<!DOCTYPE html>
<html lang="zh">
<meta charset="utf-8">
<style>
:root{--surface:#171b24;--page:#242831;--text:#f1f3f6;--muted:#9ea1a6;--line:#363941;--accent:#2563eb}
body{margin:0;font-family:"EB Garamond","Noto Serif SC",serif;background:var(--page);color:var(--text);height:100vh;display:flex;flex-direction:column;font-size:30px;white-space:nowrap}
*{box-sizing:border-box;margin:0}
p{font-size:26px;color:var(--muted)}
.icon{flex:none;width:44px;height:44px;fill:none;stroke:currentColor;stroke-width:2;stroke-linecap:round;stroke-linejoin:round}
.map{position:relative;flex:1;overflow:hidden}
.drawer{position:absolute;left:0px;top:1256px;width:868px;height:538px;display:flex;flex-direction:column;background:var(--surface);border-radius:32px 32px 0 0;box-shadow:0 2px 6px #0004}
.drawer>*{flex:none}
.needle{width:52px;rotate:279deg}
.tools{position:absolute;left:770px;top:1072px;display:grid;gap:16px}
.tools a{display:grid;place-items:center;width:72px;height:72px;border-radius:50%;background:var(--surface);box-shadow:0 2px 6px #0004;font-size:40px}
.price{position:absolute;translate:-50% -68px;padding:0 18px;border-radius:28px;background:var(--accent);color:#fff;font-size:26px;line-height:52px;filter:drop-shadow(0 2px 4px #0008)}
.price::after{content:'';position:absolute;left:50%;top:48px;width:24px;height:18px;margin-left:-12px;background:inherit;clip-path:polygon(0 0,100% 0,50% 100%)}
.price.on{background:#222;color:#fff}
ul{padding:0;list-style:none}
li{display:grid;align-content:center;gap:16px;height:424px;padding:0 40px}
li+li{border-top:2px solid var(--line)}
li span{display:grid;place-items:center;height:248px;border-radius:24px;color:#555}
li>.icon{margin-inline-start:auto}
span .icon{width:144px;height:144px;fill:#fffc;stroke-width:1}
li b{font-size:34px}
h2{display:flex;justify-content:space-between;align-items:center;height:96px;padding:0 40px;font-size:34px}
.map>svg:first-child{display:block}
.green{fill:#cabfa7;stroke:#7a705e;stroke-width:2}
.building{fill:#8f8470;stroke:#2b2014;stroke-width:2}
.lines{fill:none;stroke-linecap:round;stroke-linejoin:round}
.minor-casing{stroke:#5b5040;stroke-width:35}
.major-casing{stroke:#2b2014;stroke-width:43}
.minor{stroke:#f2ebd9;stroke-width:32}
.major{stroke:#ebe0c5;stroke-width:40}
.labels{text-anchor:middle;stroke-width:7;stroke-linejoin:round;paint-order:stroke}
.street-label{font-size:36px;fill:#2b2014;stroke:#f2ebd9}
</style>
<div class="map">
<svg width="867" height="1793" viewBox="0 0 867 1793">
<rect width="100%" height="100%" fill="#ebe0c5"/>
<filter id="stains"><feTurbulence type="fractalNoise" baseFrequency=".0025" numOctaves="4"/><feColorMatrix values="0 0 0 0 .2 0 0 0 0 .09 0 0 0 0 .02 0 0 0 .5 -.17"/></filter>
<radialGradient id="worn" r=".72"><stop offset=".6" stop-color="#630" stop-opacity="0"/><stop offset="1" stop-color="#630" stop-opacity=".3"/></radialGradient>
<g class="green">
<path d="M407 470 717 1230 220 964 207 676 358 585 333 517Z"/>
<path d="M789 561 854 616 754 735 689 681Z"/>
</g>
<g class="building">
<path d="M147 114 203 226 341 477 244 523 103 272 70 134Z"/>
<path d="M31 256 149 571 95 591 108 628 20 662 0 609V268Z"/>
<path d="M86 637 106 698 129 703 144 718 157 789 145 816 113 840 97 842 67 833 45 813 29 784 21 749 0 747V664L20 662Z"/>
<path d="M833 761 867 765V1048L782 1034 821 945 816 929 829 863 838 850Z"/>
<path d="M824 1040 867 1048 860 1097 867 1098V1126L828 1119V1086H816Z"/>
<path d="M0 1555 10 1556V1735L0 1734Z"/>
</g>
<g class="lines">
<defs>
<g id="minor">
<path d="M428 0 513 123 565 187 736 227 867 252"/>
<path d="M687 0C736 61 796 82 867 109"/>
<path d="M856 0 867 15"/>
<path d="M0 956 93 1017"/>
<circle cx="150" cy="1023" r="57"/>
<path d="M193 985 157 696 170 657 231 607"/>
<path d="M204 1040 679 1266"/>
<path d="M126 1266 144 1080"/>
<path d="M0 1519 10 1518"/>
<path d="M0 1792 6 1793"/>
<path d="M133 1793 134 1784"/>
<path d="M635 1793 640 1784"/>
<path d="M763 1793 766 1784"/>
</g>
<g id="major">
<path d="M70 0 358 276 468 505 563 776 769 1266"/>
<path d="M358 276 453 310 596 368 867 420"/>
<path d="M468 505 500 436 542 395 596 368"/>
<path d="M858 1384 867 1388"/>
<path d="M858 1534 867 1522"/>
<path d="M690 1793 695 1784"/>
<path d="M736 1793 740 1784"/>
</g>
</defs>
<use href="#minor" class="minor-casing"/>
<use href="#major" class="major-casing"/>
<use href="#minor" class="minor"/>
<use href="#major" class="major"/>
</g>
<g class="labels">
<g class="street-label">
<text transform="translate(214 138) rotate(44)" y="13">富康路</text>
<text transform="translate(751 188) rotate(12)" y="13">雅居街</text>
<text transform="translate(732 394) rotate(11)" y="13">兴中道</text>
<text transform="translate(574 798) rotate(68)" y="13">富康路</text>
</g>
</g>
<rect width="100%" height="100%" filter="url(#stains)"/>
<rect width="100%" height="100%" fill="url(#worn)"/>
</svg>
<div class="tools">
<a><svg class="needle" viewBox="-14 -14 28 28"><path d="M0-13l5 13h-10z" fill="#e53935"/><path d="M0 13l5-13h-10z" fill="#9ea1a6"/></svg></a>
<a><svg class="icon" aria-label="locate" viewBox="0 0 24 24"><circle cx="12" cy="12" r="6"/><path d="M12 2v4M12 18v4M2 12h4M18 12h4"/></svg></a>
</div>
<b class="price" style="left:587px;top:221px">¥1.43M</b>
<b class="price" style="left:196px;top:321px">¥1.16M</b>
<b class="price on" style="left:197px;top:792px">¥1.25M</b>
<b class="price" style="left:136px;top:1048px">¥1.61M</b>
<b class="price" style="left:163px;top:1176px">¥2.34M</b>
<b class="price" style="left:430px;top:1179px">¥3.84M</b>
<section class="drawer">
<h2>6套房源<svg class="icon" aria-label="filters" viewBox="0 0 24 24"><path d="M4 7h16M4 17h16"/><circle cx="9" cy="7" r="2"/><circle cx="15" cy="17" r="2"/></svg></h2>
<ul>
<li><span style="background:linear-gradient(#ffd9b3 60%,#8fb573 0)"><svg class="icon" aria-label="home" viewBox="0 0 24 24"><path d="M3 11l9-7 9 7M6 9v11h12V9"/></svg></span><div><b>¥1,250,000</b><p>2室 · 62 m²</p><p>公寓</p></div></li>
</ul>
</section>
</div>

» **YOUR ASSIGNMENT**: Please show every line above that includes the word "lines".

» **RESPONSE TO THIS TASK**:
.lines{fill:none;stroke-linecap:round;stroke-linejoin:round}
<g class="lines">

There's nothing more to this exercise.